(Extracted data entries)
....

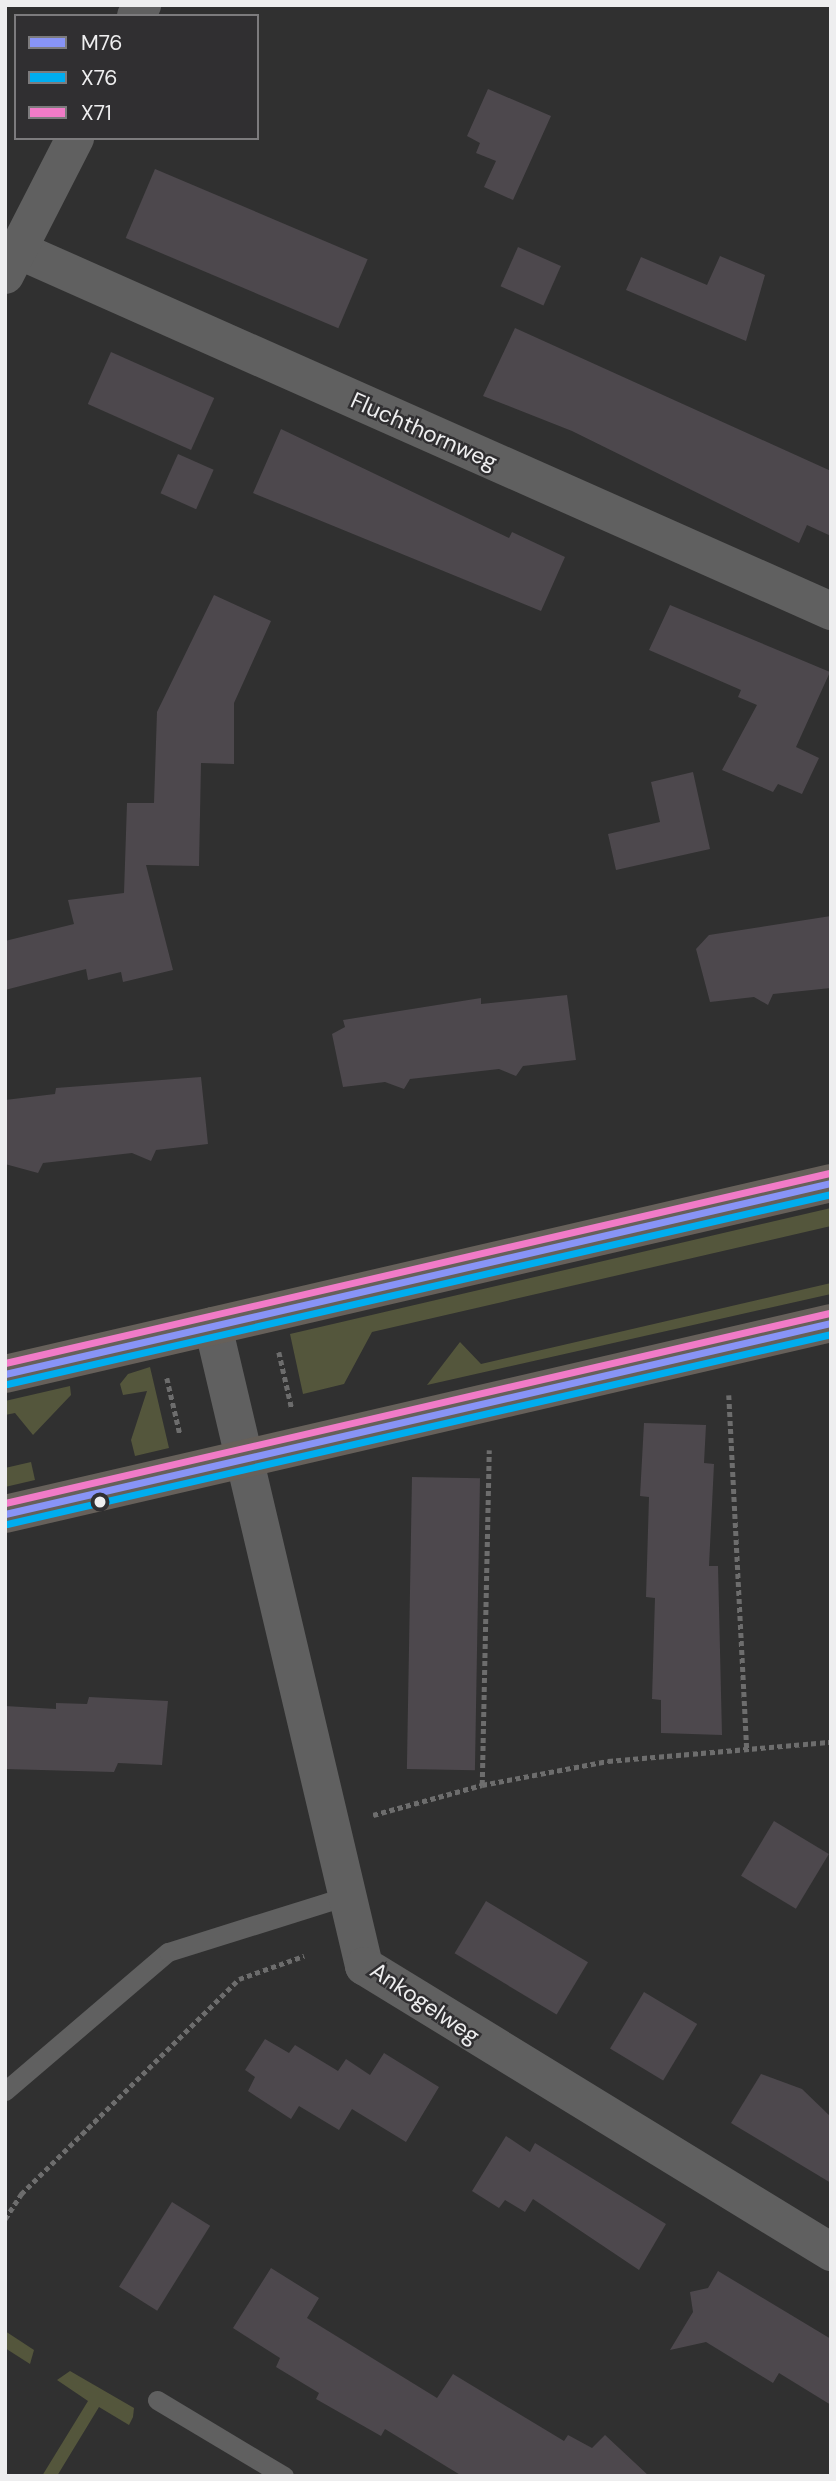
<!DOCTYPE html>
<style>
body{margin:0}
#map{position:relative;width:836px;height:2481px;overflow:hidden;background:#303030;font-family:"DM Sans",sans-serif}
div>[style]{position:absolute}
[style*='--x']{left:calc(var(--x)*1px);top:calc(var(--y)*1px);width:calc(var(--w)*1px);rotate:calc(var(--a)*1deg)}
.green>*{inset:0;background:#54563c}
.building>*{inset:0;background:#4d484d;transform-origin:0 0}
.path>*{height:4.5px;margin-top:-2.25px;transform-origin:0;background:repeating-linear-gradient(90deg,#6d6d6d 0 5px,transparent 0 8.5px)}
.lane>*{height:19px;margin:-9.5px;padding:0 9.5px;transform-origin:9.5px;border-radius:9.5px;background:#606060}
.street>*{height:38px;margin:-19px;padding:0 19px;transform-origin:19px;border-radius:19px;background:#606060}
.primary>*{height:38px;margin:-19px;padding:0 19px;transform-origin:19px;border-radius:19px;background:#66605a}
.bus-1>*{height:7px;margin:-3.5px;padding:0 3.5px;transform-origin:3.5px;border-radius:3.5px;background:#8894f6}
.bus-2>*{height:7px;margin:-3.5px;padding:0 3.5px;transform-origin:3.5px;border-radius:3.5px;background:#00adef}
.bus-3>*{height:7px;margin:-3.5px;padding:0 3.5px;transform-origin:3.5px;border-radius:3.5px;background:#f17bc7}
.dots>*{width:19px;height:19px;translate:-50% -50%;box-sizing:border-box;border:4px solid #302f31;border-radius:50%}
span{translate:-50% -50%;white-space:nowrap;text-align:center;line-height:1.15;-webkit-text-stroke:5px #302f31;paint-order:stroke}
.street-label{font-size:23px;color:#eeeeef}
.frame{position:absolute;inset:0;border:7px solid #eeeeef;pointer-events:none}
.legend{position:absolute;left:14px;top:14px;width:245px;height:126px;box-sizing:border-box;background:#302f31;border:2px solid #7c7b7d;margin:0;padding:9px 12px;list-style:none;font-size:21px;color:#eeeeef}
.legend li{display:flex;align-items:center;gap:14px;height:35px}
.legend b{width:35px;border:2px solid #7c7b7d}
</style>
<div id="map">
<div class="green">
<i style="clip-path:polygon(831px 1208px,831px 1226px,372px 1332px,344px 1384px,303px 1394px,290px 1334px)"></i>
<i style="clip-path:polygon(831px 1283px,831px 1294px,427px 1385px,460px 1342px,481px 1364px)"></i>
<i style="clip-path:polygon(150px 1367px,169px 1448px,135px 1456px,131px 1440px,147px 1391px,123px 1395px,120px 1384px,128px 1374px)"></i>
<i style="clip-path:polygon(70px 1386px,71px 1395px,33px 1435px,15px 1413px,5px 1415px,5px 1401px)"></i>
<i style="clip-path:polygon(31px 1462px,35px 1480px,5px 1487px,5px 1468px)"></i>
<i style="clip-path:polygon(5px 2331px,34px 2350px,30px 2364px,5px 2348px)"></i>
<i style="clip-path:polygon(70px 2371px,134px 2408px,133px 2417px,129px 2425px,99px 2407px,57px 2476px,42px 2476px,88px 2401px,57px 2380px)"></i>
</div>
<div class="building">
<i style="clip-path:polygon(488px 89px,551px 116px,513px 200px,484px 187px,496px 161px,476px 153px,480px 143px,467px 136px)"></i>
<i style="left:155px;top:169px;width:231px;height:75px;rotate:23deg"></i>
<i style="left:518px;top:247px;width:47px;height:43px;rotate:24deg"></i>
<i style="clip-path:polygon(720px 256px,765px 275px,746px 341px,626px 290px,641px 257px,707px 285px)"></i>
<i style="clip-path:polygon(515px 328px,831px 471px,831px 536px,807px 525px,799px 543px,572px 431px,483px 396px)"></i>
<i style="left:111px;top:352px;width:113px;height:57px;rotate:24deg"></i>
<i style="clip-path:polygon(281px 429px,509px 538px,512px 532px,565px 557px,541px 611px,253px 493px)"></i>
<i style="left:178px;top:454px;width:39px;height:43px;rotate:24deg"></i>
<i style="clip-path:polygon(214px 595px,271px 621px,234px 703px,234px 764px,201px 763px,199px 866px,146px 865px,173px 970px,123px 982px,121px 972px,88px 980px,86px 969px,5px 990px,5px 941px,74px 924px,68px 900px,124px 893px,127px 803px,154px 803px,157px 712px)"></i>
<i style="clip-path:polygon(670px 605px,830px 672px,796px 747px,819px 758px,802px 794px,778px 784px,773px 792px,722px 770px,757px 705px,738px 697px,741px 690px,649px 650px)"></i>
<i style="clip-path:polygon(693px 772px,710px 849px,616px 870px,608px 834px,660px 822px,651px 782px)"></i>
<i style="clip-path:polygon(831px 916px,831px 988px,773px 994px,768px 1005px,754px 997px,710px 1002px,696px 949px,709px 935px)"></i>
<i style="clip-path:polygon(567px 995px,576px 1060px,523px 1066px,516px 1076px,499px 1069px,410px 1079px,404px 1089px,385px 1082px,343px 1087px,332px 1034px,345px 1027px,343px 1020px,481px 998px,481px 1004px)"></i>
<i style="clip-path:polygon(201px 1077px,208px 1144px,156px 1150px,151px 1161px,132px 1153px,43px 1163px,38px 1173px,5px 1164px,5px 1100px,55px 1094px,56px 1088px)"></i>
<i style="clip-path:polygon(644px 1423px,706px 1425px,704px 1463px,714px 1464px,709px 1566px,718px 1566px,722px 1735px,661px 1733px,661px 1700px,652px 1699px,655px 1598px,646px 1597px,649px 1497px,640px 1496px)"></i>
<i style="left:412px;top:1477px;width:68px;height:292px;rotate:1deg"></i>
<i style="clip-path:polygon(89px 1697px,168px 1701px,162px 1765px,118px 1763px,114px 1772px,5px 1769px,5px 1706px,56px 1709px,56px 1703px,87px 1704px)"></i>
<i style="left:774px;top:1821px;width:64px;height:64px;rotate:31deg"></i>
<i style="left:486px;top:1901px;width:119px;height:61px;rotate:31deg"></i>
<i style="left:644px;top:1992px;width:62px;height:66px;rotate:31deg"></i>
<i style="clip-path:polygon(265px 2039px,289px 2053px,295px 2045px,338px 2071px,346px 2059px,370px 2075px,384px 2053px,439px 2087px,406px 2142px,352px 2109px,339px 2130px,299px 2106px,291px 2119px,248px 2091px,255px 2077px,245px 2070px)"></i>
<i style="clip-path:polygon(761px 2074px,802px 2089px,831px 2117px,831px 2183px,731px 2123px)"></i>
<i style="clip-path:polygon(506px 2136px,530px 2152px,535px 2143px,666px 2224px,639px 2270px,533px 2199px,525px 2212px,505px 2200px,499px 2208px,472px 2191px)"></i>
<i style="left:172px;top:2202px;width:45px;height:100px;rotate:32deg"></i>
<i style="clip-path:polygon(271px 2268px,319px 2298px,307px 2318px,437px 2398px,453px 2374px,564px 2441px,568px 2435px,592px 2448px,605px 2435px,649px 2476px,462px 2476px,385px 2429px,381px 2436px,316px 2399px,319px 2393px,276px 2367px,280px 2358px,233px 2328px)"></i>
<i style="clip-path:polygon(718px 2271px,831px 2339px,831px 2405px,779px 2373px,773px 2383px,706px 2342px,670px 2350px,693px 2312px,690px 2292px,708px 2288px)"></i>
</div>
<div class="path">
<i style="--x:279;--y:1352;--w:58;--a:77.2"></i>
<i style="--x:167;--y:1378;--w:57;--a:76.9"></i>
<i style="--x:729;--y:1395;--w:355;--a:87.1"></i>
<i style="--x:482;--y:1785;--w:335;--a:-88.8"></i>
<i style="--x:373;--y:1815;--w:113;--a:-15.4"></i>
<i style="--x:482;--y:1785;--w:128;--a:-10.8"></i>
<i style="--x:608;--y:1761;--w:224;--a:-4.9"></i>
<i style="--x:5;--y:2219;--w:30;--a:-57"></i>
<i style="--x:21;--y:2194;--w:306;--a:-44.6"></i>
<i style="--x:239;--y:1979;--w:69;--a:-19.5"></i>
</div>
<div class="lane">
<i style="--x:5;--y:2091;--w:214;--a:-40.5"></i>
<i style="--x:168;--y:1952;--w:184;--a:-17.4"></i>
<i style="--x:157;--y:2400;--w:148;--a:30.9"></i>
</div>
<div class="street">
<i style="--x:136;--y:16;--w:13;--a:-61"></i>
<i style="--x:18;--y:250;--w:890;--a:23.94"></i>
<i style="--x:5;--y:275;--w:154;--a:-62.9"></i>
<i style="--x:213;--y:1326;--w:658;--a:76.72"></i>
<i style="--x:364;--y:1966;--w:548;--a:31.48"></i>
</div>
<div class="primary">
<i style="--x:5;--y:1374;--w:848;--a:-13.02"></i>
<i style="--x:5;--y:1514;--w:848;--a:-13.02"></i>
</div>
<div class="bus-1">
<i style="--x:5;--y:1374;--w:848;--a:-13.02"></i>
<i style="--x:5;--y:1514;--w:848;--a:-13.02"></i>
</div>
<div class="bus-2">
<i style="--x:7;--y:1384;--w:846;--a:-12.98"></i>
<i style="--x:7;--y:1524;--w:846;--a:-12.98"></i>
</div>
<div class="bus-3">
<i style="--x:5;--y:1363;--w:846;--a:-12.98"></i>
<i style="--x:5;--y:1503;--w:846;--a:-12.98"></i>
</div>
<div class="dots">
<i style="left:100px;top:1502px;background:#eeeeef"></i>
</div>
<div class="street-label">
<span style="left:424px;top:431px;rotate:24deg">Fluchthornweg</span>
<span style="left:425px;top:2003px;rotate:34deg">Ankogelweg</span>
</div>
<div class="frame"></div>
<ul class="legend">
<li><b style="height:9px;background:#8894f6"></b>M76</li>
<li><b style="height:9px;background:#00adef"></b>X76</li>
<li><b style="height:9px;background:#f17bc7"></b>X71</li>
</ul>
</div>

....

**Requirement:**
Starting from the first line of the entries above, print each line exactly until the line containing "0 5px,transparent 0" has been printed, and skip the pictures.

**Solution to the exercise:**
<!DOCTYPE html>
<style>
body{margin:0}
#map{position:relative;width:836px;height:2481px;overflow:hidden;background:#303030;font-family:"DM Sans",sans-serif}
div>[style]{position:absolute}
[style*='--x']{left:calc(var(--x)*1px);top:calc(var(--y)*1px);width:calc(var(--w)*1px);rotate:calc(var(--a)*1deg)}
.green>*{inset:0;background:#54563c}
.building>*{inset:0;background:#4d484d;transform-origin:0 0}
.path>*{height:4.5px;margin-top:-2.25px;transform-origin:0;background:repeating-linear-gradient(90deg,#6d6d6d 0 5px,transparent 0 8.5px)}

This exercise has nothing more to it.